The role of carbon dioxide in allophycocyanin biochemistry

Abstract

Carbon dioxide (CO2) plays an essential role in fundamental biological processes such as respiration and photosynthesis. The ability of cyanobacteria to use water as an electron source in photosynthesis contributes to the balance between CO2 and O2 in the atmosphere. However, the molecular mechanisms by which cyanobacteria directly detect environmental CO2 are still unknown. Such knowledge could enhance opportunities for engineering cyanobacterial carbon responses in green biotechnology. CO2 can react with neutral amines at physiological temperatures and pressures to form carbamates. This post-translational modification has been reported on RuBisCO and haemoglobin but is unexplored as a mechanism for CO2 detection in cyanobacteria. This thesis identifies the carbamylation of a light-harvesting protein in the photosynthetic cyanobacterium Synechocystis sp.
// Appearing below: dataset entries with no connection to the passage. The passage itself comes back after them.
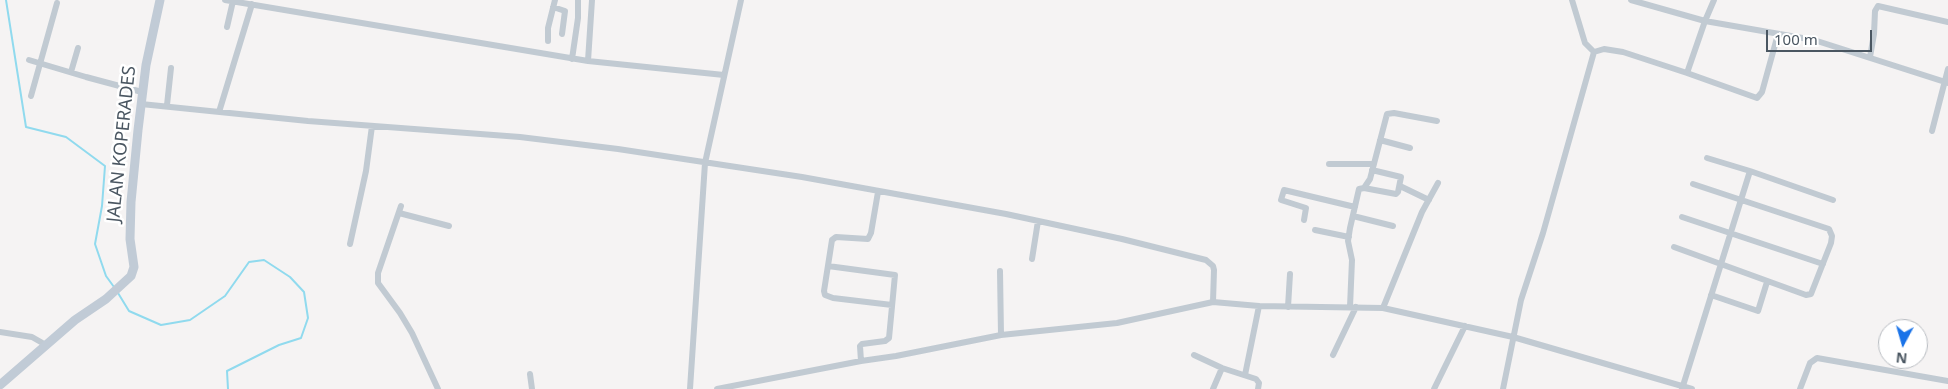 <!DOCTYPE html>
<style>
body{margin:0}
#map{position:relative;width:1948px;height:389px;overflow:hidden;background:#f5f3f3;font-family:"Noto Sans",sans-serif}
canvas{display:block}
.north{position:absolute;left:1878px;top:319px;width:50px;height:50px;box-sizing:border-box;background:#fff;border:1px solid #b7bbc0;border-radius:50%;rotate:186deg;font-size:14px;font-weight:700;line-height:20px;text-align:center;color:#4a5661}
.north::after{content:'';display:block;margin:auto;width:18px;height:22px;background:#1a73e8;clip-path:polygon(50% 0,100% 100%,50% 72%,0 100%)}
.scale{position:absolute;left:1766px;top:30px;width:106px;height:22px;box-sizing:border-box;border:2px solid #4a5661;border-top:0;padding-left:6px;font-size:15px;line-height:18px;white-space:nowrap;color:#4a5661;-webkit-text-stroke:4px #fff;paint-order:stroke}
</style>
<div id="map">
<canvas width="1948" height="389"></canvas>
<div class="north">N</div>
<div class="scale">100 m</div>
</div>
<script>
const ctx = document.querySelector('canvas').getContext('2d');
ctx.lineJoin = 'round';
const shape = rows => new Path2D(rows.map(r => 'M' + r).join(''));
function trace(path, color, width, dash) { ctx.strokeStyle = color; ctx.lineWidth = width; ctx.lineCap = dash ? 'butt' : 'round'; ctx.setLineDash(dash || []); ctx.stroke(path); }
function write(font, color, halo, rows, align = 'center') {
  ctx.font = font + ' "Noto Sans",sans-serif'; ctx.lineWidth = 5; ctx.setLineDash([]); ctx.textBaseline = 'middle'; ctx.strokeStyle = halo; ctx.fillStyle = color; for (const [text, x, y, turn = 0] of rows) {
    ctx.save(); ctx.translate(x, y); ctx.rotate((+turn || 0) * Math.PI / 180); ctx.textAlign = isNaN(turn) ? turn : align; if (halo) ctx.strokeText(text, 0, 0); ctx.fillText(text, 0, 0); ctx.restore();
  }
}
const stream = shape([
 [6,0,26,127,66,137,105,166,102,206,95,244,106,276,114,287],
 [118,293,129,311,161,325,190,320,225,296,249,262,264,260,290,277,304,292,308,318,301,338,279,345,227,371,228,389]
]);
const street = shape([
 [225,0,588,61,724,75],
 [1631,0,1705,21,1714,0],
 [553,7,565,11,562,34],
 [227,27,233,1],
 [548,41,548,28,555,0],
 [1594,52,1604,49,1623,52,1687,73,1705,21,1814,40,1948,83],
 [1870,57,1874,34,1875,11,1878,6,1948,22],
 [572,59,578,18,578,0],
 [29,60,86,77,142,92],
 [588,61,592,0],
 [71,72,78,48],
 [1687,73,1757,98,1762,92,1778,34],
 [31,96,57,3],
 [141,104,308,121,520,137,618,149,802,177,1006,214,1122,239,1206,260,1213,266,1214,270,1213,302,1259,306,1383,308,1513,337,1692,389],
 [167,105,171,68],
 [219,112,252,4],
 [1932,131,1948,69],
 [1380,140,1410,148],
 [1707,158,1750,171,1833,200],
 [1329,164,1374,164],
 [1400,186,1429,200],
 [1364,188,1396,194,1398,192,1401,177,1372,170],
 [878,192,871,233,868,239,836,237,832,240,824,291,825,295,833,298,892,305],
 [401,206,378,273,378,283,400,313,412,333,438,389],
 [399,213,449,226],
 [1353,216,1393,226],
 [1682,217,1823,264],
 [1304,220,1306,208,1281,200,1284,190,1355,207],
 [1315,230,1349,237],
 [350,244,366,171,372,126],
 [1674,247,1806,295,1811,294,1831,243,1832,236,1829,229,1693,184],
 [1032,259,1038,221],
 [828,266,895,275,889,338,885,341,862,344,860,346,861,361],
 [1000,271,1001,335],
 [1711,295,1758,311,1767,282],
 [1288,307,1290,274],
 [1350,307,1352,260,1348,241,1350,228,1359,189,1364,188,1370,179,1387,114,1394,113,1437,121],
 [1383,308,1422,212,1438,183],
 [0,332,32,337,46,345],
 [1194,355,1222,368,1256,379,1259,383,1258,389],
 [1333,355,1356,307],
 [530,374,532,389],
 [1245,375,1259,306],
 [690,389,705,163,741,0],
 [717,389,861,361,896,356,1001,335,1117,323,1213,302],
 [1213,389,1222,368],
 [1434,389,1465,326],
 [1503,389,1521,300,1543,233,1594,52,1585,43,1572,0],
 [1682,389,1750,171],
 [1800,389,1810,363,1817,358,1948,381]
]);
const secondary = shape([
 [0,385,75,320,106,299,131,276,134,267,130,239,131,202,138,130,146,65,160,0]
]);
const streetNames = [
 ["JALAN KOPERADES",122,144,-84]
];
trace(stream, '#90daee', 2);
trace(street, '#c1cad2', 6);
trace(secondary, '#c1cbd6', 9);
write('18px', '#4a5661', '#fff', streetNames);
</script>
PCC 6803. This research presents work on the discovery of previously unknown carbamate formation,
as well as spectroscopic analysis of the CO2-binding role in energy transfer. Carbamate formation was identified using ESI-MS/MS combined with 12C and
13C isotope addition. The proteomic screen was validated by the study of recombinant proteins using 13C NMR. CO2-binding to the Synechocystis sp. PCC 6803 light-harvesting protein proved to affect excitation energy transfer. This thesis provides evidence of a novel area of research on the effects of CO2 in the light-harvesting complex energy transfer.